YOUR OBJECTIVE: From the entries below, please output exactly the lines starting at the one containing "Detect all labels, symbols" and ending at the one containing "Where are all", both included.

DATASET EXCERPTS:
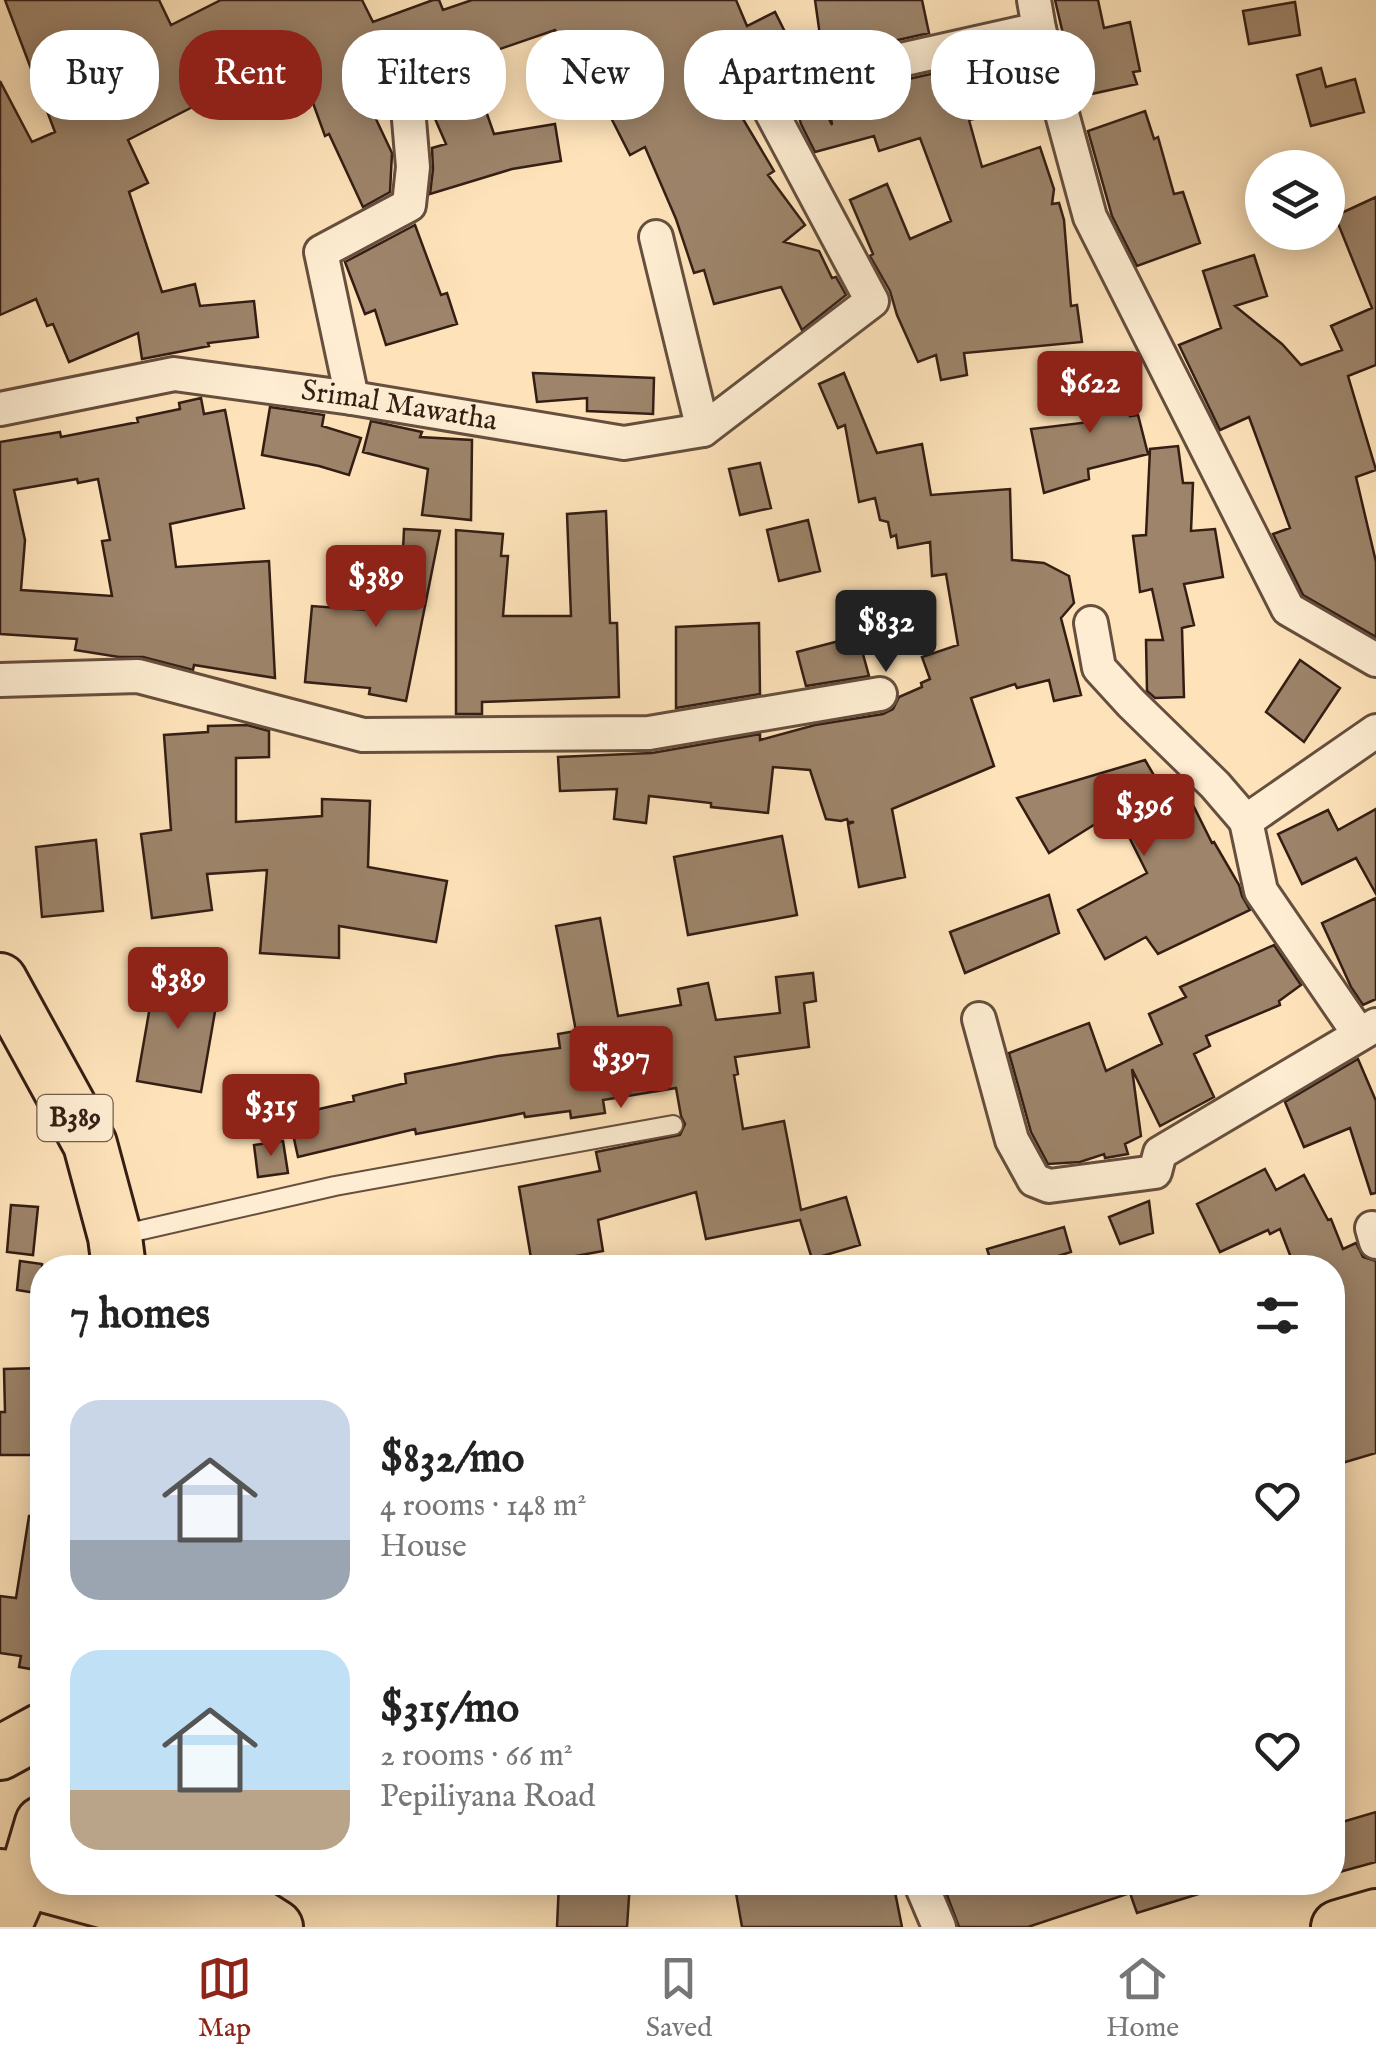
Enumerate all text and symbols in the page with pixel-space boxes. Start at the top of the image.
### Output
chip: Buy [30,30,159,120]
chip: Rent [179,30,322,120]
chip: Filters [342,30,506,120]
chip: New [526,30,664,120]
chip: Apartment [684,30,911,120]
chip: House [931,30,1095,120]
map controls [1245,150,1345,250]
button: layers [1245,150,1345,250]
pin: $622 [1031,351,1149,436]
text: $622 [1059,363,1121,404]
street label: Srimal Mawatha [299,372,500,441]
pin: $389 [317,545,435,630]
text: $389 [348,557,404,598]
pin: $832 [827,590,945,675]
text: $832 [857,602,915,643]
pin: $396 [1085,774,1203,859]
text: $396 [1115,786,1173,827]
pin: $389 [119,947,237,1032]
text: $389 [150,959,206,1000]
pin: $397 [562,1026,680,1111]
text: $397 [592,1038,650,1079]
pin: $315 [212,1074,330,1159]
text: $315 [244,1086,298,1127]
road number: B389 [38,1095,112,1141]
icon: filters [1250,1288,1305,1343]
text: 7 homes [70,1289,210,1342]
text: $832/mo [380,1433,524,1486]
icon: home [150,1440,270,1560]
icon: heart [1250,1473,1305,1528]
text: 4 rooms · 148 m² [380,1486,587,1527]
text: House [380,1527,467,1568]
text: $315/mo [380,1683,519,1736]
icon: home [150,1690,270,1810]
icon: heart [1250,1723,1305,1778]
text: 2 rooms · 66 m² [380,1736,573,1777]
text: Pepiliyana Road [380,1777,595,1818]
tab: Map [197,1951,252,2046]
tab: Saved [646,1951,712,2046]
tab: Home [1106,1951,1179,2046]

* * *

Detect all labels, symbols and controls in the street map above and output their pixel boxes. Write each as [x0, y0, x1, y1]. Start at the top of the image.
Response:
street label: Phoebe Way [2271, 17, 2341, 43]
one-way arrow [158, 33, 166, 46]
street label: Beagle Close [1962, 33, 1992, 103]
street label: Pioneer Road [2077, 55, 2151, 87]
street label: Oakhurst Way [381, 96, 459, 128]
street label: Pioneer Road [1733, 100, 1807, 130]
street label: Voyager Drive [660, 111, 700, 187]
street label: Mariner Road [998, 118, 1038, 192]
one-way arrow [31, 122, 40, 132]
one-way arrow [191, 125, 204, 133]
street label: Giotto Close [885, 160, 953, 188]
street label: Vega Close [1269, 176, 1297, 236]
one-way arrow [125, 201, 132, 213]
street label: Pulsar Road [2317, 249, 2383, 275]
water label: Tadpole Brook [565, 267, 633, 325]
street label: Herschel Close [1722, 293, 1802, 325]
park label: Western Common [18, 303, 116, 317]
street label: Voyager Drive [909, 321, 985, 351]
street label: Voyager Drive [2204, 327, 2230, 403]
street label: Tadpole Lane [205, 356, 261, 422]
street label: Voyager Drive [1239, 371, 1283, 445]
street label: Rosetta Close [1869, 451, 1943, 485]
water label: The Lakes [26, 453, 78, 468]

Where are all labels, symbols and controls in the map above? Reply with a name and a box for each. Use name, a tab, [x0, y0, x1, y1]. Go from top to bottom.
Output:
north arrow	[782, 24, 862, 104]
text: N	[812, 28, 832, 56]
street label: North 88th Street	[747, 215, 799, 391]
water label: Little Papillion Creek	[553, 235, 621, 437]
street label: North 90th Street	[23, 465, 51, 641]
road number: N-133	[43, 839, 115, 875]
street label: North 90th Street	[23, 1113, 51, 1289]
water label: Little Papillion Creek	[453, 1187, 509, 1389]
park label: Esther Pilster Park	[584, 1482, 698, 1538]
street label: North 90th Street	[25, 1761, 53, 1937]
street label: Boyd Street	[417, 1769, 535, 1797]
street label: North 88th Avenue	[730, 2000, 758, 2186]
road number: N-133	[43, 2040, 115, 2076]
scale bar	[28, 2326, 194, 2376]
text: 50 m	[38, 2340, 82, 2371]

SOLUTION TO THE PROBLEM:
Detect all labels, symbols and controls in the street map above and output their pixel boxes. Write each as [x0, y0, x1, y1]. Start at the top of the image.
Response:
street label: Phoebe Way [2271, 17, 2341, 43]
one-way arrow [158, 33, 166, 46]
street label: Beagle Close [1962, 33, 1992, 103]
street label: Pioneer Road [2077, 55, 2151, 87]
street label: Oakhurst Way [381, 96, 459, 128]
street label: Pioneer Road [1733, 100, 1807, 130]
street label: Voyager Drive [660, 111, 700, 187]
street label: Mariner Road [998, 118, 1038, 192]
one-way arrow [31, 122, 40, 132]
one-way arrow [191, 125, 204, 133]
street label: Giotto Close [885, 160, 953, 188]
street label: Vega Close [1269, 176, 1297, 236]
one-way arrow [125, 201, 132, 213]
street label: Pulsar Road [2317, 249, 2383, 275]
water label: Tadpole Brook [565, 267, 633, 325]
street label: Herschel Close [1722, 293, 1802, 325]
park label: Western Common [18, 303, 116, 317]
street label: Voyager Drive [909, 321, 985, 351]
street label: Voyager Drive [2204, 327, 2230, 403]
street label: Tadpole Lane [205, 356, 261, 422]
street label: Voyager Drive [1239, 371, 1283, 445]
street label: Rosetta Close [1869, 451, 1943, 485]
water label: The Lakes [26, 453, 78, 468]

Where are all labels, symbols and controls in the map above? Reply with a name and a box for each. Use name, a tab, [x0, y0, x1, y1]. Go from top to bottom.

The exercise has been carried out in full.